There is one exception to this, however. Although no notifications will be generated if the \textit{signaled} flag is not set, the send queue will start to fill up nonetheless. Therefore, when a lot of subsequent \glspl{wr} are submitted with the \textit{inline} flag set, occasionally a \gls{wr} with the \textit{signaled} flag must be submitted. For this reason, the write-function contains a counter which, when reaching a configurable threshold, changes an \texttt{IBV\_SEND\_INLINE} to an \texttt{IBV\_SEND\_SIGNALED}.

When all samples have been submitted to the \gls{sq}, the value \textit{ret}, which will be returned to the super-node when the write-function returns, is set to the total number of samples that were successfully posted to the send queue.

Now, because the node can only use \texttt{*release} to communicate how many samples to release, \texttt{*smps[]} must be reordered. All samples that must be released, i.e., samples that were not successfully submitted to the send queue or samples that were sent inline, must be placed at the top of the list.

In the next step, the write-function shall try to poll
\begin{equation}
    C_{poll} = \texttt{cnt} - C_{release}
\end{equation}
\glspl{cqe}, which corresponds to the number of places in \texttt{*smps[]} that are still free. Here, \texttt{cnt} is the total number of samples in \texttt{*smps[]} and $C_{release}$ the number of samples that have already been marked to be released when the write-function returns. It is certain that all addresses that return from the \gls{cq} must be released, since samples that were sent inline will not generate a \gls{cqe}.
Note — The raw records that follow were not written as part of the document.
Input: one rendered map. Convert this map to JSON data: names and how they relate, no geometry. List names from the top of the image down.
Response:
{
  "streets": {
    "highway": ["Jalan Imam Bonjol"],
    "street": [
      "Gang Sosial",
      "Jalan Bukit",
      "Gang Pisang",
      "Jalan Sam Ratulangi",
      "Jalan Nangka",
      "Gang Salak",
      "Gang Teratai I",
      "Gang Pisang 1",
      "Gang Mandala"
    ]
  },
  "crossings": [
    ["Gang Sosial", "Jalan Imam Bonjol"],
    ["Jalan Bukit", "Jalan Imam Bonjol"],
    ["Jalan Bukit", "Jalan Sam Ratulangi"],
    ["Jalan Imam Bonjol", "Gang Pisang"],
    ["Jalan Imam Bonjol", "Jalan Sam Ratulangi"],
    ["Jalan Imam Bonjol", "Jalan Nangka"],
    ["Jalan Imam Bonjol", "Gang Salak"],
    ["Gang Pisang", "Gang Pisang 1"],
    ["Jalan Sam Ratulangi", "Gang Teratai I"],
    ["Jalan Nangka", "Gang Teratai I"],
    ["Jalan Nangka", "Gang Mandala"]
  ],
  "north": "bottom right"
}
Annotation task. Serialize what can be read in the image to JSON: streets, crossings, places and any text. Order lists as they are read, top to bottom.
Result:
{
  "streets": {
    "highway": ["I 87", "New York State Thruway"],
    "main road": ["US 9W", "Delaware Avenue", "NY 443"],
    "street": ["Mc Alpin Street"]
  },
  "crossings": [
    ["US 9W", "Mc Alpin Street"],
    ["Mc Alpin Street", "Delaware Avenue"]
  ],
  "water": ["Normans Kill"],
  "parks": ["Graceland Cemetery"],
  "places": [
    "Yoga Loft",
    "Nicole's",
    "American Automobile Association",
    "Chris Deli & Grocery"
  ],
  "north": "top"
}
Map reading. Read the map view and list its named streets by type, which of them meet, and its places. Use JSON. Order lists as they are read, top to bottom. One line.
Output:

\subsection{Overview of the InfiniBand node-type\label{sec:overview}}
\Autoref{fig:villasnode_implementation} summarizes all components in the VILLASnode \textit{InfiniBand} node-type. Every component that is marked with an asterisk is listed in \autoref{tab:infiniband_node_components}. Here, the sections that describe the respective basics (\autoref{chap:basics}), architecture (\autoref{chap:architecture}), and implementation (\autoref{chap:implementation}) are summarized.
\input{tables/infiniband_node_components}
\begin{figure}[ht!]
	\includegraphics{images/villasnode_implementation.pdf}
    \caption{An overview of the VILLASnode \textit{InfiniBand} node-type and its components.}
    \label{fig:villasnode_implementation}
\end{figure}

\newpage
\section{VILLASnode node-type benchmark\label{sec:villas_benchmark}}
The VILLASnode node-type benchmark is intended to compare different node-types with each other. The structure of the benchmark is depicted in \autoref{fig:villas_benchmark}. The node-type under test could be, for example, the \textit{InfiniBand} node-type. The benchmark is completely based on existing mechanisms within VILLASnode.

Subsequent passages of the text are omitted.